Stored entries
▼▼▼
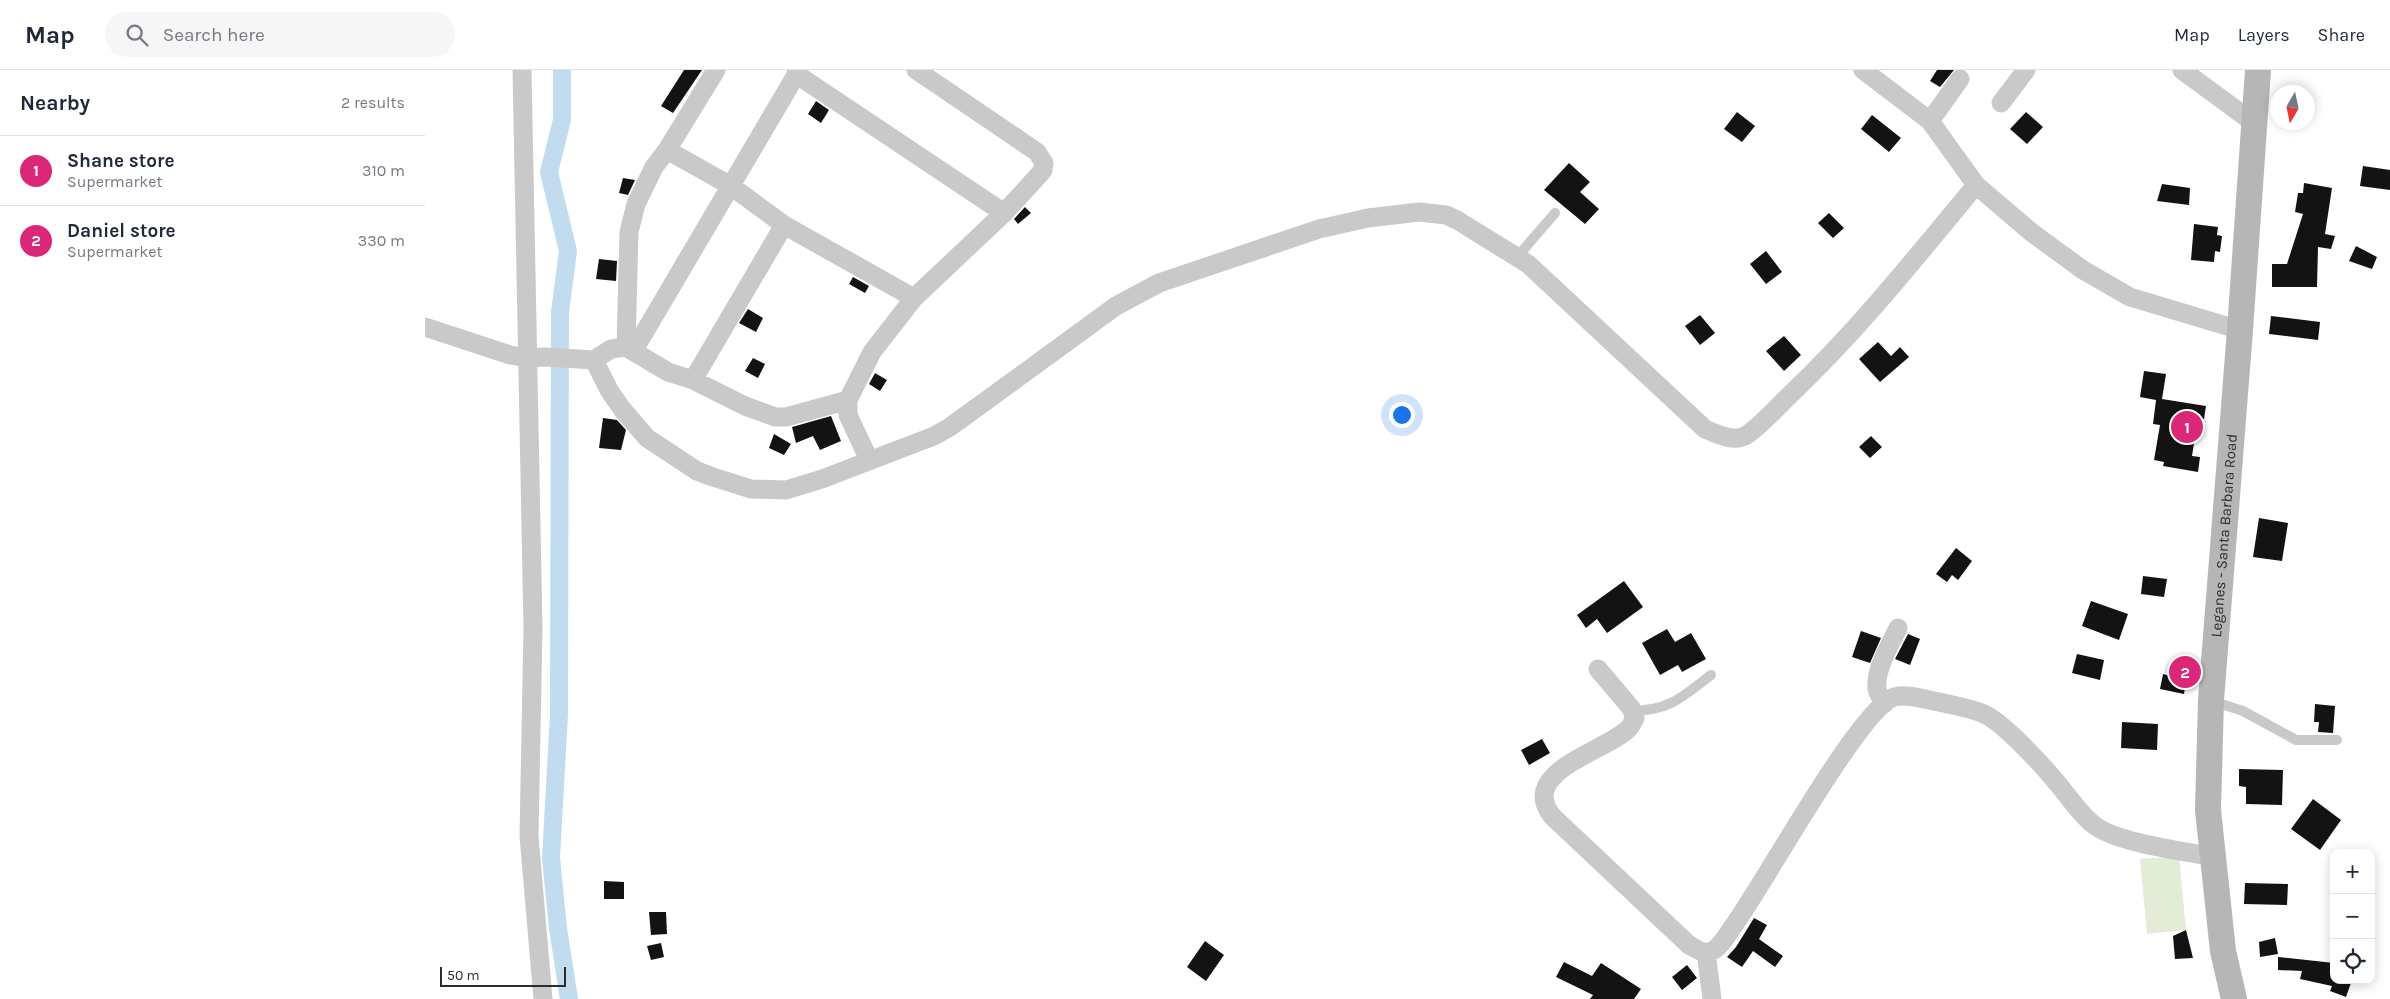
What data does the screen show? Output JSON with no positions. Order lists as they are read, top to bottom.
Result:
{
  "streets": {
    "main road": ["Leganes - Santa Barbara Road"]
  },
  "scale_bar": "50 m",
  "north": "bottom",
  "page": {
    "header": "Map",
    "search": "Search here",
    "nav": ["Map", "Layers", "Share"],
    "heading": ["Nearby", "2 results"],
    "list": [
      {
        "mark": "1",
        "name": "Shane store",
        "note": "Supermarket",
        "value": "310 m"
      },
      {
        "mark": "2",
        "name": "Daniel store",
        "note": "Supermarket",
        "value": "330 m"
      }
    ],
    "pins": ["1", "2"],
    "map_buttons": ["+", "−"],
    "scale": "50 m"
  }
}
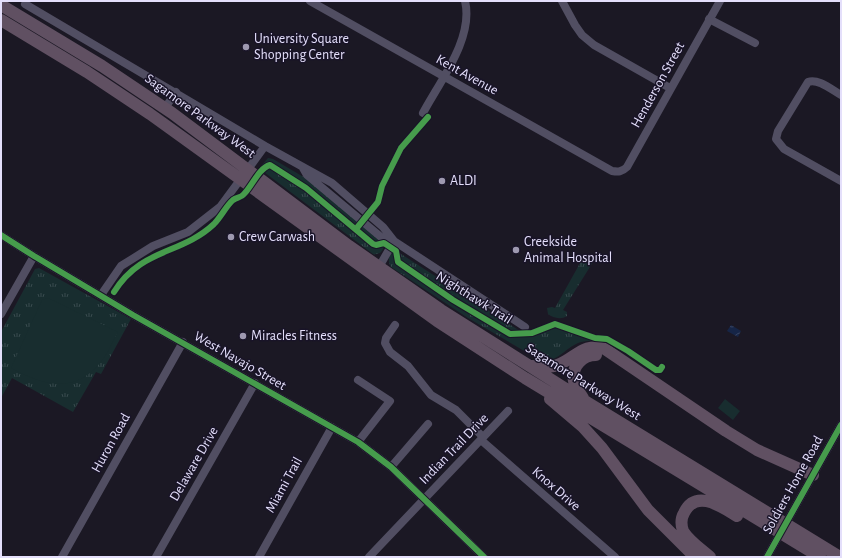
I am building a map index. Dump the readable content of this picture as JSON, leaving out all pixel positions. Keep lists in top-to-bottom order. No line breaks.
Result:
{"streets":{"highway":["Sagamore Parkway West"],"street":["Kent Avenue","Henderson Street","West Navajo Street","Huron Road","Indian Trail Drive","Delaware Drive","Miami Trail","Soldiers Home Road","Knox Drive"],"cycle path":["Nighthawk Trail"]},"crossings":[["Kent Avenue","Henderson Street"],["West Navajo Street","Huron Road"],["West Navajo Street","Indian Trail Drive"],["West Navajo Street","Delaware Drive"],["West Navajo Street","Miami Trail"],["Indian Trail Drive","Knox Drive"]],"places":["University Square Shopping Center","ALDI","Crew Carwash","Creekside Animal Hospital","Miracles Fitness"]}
▲▲▲
▼▼▼
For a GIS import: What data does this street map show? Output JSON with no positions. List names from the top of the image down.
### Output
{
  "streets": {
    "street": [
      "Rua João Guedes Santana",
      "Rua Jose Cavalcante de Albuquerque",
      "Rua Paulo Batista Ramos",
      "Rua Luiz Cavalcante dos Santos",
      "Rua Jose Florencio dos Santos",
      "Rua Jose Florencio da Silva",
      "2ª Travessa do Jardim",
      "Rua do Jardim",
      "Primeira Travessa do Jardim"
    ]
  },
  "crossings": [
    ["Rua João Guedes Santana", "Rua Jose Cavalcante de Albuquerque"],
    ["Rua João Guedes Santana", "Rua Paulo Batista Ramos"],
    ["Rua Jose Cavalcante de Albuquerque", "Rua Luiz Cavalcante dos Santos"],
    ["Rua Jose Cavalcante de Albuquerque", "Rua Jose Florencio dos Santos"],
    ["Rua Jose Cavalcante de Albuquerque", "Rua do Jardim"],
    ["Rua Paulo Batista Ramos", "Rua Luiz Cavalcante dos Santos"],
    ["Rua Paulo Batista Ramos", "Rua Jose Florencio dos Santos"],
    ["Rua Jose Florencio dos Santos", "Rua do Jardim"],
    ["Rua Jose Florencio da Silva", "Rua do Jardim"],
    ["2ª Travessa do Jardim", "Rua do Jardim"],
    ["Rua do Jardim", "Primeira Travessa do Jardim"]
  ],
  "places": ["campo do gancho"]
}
▲▲▲
__Work instructions__
The answer consists of the lines above that include the word "with", each copied exactly.

__The completed task__
What data does the screen show? Output JSON with no positions. Order lists as they are read, top to bottom.
For a GIS import: What data does this street map show? Output JSON with no positions. List names from the top of the image down.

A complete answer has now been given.